(Source data)
+===+

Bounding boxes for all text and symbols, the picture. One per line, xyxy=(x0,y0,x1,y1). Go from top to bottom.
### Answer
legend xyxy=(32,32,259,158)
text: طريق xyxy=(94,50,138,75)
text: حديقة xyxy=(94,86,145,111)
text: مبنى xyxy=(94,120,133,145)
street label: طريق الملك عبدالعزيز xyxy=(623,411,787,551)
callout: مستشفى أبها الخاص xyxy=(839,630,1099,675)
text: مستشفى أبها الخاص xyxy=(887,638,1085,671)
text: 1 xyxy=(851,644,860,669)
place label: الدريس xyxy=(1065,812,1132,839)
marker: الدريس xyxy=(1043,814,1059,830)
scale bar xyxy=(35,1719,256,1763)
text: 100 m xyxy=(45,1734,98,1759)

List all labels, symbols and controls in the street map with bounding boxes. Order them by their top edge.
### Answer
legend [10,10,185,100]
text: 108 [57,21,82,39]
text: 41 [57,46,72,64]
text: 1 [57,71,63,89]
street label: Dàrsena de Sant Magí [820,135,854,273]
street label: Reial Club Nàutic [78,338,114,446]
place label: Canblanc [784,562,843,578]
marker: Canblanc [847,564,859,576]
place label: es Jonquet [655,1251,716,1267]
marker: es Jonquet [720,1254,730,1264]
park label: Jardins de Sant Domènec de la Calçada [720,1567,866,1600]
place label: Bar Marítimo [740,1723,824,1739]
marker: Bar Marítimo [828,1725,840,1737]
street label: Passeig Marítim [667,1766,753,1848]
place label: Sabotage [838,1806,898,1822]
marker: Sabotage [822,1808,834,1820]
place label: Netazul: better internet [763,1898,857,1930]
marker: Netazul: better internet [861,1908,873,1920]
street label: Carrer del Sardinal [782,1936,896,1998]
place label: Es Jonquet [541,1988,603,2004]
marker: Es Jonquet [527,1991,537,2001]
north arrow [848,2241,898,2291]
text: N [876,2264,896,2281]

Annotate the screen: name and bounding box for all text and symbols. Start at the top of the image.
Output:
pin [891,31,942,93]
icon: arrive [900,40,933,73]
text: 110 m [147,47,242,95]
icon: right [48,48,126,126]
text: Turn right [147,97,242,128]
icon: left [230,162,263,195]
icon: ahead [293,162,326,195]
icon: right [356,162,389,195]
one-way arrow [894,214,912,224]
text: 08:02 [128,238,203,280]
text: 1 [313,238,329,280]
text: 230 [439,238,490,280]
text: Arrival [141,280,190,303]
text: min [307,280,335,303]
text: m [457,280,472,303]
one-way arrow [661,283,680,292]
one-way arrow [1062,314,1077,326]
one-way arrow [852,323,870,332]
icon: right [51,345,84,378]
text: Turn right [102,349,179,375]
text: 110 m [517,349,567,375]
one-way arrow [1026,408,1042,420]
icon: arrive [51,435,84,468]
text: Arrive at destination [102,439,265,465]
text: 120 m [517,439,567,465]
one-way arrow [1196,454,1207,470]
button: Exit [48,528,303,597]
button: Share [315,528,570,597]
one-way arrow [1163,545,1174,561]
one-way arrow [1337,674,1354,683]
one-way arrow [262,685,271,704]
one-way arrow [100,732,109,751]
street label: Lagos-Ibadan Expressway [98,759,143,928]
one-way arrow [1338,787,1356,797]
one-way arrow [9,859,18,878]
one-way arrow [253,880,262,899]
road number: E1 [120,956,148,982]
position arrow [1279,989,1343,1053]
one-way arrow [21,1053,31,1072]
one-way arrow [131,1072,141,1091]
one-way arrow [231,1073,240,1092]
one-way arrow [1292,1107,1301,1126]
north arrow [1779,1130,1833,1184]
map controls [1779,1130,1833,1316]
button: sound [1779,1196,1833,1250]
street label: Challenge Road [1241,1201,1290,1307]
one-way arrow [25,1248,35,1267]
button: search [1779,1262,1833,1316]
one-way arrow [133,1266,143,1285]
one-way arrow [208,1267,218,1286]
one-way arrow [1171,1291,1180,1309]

+===+

■ TASK BRIEF
Your answer must be a single number: the count of lines above that hold the word "internet".

■ OUTPUT FOR THIS TASK
2